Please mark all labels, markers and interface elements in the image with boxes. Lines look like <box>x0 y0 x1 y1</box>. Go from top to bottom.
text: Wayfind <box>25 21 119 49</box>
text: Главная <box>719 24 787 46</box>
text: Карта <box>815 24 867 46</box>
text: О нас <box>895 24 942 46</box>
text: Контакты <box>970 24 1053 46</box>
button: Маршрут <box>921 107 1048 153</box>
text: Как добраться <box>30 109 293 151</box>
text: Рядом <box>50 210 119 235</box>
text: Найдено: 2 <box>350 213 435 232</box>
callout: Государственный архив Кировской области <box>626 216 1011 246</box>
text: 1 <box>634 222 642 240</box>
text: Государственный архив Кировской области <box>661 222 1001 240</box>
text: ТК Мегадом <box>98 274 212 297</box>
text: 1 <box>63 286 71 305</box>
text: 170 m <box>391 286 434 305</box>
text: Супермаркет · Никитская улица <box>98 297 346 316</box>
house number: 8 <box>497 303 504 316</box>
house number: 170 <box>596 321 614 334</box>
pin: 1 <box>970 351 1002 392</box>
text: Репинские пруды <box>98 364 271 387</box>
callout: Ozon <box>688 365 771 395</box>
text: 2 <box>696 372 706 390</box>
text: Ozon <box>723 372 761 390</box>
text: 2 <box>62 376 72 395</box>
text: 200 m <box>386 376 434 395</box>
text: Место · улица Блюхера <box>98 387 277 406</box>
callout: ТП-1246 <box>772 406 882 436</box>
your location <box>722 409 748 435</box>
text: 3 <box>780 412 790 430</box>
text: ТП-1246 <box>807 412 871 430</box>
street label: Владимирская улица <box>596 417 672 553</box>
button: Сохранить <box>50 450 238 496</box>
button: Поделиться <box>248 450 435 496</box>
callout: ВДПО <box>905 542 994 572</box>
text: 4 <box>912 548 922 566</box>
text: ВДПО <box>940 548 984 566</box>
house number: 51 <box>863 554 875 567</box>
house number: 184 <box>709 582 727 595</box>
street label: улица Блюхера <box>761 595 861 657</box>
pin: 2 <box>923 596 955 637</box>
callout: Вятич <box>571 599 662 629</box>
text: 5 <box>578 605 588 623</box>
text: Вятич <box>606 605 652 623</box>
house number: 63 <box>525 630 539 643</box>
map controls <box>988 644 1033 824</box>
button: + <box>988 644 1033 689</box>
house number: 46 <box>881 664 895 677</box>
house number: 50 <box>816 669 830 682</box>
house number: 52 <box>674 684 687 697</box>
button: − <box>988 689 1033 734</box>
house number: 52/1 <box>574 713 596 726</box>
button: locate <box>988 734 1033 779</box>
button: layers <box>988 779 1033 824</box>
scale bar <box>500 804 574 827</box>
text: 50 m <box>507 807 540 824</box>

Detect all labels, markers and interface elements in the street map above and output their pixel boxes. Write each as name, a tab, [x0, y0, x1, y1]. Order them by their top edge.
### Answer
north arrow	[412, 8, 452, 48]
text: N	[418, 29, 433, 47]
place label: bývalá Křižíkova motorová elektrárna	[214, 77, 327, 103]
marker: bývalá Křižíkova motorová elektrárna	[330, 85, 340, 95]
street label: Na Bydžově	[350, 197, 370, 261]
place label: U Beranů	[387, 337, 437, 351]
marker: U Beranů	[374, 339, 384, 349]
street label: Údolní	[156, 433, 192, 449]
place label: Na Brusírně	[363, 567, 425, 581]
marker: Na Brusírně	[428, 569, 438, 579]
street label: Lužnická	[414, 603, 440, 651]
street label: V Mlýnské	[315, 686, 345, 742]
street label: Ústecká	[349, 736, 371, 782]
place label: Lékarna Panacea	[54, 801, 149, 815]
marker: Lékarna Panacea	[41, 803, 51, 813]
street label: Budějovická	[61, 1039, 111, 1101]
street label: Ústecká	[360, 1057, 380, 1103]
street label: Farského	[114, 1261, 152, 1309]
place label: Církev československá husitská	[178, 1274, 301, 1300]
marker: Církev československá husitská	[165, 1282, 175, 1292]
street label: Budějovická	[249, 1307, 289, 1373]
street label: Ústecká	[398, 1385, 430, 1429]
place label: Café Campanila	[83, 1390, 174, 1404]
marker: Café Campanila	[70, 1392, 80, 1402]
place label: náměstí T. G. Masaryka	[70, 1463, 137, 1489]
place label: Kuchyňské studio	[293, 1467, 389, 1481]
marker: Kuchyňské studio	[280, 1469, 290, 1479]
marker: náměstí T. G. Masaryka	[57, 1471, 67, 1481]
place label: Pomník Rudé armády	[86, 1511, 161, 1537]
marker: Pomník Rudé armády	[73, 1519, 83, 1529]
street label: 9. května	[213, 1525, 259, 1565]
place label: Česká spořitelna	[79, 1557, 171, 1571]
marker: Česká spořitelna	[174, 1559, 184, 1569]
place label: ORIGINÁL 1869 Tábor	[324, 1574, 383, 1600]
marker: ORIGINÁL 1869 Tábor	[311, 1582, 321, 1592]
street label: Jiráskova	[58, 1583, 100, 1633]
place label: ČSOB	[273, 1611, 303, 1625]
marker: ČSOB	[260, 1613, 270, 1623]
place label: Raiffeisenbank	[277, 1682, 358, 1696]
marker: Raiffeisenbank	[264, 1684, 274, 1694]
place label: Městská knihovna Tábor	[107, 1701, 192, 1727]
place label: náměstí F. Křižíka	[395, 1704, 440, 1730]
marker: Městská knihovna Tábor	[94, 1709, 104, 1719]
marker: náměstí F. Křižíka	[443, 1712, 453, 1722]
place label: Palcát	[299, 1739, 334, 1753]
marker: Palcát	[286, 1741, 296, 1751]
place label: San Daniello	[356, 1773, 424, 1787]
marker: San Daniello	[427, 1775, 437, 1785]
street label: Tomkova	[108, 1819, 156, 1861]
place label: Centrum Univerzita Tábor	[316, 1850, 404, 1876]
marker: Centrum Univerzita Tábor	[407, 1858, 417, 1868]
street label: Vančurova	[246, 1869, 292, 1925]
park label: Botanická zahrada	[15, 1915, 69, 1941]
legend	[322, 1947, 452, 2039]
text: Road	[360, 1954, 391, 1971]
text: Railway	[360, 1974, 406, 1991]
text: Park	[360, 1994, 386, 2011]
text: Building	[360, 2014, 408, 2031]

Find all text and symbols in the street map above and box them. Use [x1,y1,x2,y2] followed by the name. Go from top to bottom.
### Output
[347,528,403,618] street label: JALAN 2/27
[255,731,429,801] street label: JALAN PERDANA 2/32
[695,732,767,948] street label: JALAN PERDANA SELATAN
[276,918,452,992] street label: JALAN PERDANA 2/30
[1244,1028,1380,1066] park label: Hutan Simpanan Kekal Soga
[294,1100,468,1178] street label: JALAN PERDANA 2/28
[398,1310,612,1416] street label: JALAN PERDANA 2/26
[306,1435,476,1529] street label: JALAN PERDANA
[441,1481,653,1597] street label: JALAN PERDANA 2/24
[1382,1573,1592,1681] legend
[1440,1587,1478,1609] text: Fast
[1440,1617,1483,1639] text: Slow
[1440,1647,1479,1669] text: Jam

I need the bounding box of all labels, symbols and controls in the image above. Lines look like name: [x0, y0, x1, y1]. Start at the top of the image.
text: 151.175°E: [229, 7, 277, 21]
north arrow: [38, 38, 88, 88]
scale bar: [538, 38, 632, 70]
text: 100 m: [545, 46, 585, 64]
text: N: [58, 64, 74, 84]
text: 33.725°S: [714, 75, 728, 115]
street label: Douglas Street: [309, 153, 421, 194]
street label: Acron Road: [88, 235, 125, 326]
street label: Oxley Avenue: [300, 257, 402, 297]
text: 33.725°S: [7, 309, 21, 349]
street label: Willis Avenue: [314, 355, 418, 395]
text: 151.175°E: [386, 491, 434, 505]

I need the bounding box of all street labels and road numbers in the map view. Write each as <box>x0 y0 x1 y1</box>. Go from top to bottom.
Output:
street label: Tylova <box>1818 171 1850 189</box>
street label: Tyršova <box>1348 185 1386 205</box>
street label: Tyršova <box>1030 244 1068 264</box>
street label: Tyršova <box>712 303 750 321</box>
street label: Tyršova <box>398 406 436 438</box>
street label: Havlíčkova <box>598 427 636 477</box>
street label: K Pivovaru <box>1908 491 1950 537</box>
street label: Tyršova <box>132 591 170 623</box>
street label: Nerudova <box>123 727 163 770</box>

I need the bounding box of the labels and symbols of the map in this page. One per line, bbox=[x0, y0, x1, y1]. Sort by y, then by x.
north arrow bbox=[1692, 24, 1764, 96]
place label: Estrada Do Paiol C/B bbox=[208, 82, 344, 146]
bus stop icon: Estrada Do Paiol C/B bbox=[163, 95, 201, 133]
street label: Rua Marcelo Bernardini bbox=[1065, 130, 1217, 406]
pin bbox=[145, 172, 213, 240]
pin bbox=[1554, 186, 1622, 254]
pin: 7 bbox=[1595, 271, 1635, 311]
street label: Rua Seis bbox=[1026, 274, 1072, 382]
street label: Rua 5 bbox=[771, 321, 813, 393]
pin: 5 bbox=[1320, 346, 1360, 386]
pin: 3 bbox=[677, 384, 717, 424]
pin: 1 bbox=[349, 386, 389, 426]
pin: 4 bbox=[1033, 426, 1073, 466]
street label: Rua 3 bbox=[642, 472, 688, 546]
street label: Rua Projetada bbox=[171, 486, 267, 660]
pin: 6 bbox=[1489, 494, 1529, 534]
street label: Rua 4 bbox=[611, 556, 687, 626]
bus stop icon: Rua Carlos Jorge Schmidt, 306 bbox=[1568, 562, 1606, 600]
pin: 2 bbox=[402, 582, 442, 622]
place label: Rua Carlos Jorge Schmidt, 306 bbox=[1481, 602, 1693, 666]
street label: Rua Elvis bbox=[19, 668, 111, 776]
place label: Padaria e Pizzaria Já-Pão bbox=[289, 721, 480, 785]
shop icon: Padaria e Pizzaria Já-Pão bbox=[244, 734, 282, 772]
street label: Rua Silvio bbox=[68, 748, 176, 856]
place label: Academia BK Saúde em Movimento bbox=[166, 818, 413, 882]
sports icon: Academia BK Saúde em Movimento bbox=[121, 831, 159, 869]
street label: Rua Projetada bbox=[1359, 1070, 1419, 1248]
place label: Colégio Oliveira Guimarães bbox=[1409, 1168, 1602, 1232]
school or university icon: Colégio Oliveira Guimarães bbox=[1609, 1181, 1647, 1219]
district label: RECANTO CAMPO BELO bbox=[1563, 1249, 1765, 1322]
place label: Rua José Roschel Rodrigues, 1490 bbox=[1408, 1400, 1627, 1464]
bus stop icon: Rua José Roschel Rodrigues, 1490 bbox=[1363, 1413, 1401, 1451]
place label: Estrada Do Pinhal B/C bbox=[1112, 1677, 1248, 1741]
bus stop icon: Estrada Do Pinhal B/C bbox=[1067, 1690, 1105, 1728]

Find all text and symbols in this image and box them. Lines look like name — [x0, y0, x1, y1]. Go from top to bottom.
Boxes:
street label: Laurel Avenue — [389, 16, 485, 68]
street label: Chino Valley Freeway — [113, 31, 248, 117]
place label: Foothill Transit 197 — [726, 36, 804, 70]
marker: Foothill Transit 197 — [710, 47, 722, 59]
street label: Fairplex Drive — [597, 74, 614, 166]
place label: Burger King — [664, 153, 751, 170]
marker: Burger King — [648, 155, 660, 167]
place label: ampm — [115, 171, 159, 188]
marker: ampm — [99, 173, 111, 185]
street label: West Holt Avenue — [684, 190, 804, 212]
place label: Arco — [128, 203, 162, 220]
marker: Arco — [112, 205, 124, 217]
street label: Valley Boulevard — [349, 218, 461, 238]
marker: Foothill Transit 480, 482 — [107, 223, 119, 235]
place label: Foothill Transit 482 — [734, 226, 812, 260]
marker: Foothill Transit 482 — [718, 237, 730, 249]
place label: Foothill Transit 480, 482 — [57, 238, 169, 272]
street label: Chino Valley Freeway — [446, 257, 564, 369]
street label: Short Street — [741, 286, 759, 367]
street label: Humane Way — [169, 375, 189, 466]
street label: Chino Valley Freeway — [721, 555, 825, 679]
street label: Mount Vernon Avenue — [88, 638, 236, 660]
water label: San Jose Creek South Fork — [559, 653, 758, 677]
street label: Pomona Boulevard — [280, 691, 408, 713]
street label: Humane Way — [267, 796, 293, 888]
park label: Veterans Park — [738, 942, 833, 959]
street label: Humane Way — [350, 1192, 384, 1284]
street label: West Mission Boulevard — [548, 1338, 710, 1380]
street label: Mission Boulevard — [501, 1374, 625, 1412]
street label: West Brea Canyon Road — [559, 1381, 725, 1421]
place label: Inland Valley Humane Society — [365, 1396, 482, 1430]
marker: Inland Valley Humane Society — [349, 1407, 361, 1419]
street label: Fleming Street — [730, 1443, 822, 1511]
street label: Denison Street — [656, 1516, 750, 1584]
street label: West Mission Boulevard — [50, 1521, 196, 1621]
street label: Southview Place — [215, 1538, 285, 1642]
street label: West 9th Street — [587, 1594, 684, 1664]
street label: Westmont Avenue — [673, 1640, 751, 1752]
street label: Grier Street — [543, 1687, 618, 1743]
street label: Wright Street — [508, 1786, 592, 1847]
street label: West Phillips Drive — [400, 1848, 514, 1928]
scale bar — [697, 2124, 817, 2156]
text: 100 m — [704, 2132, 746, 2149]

What the task asks
Using the entries above, copy out all lines that contain the string "Avenue".

Problem solution
street label: Oxley Avenue: [300, 257, 402, 297]
street label: Willis Avenue: [314, 355, 418, 395]
street label: Laurel Avenue — [389, 16, 485, 68]
street label: West Holt Avenue — [684, 190, 804, 212]
street label: Mount Vernon Avenue — [88, 638, 236, 660]
street label: Westmont Avenue — [673, 1640, 751, 1752]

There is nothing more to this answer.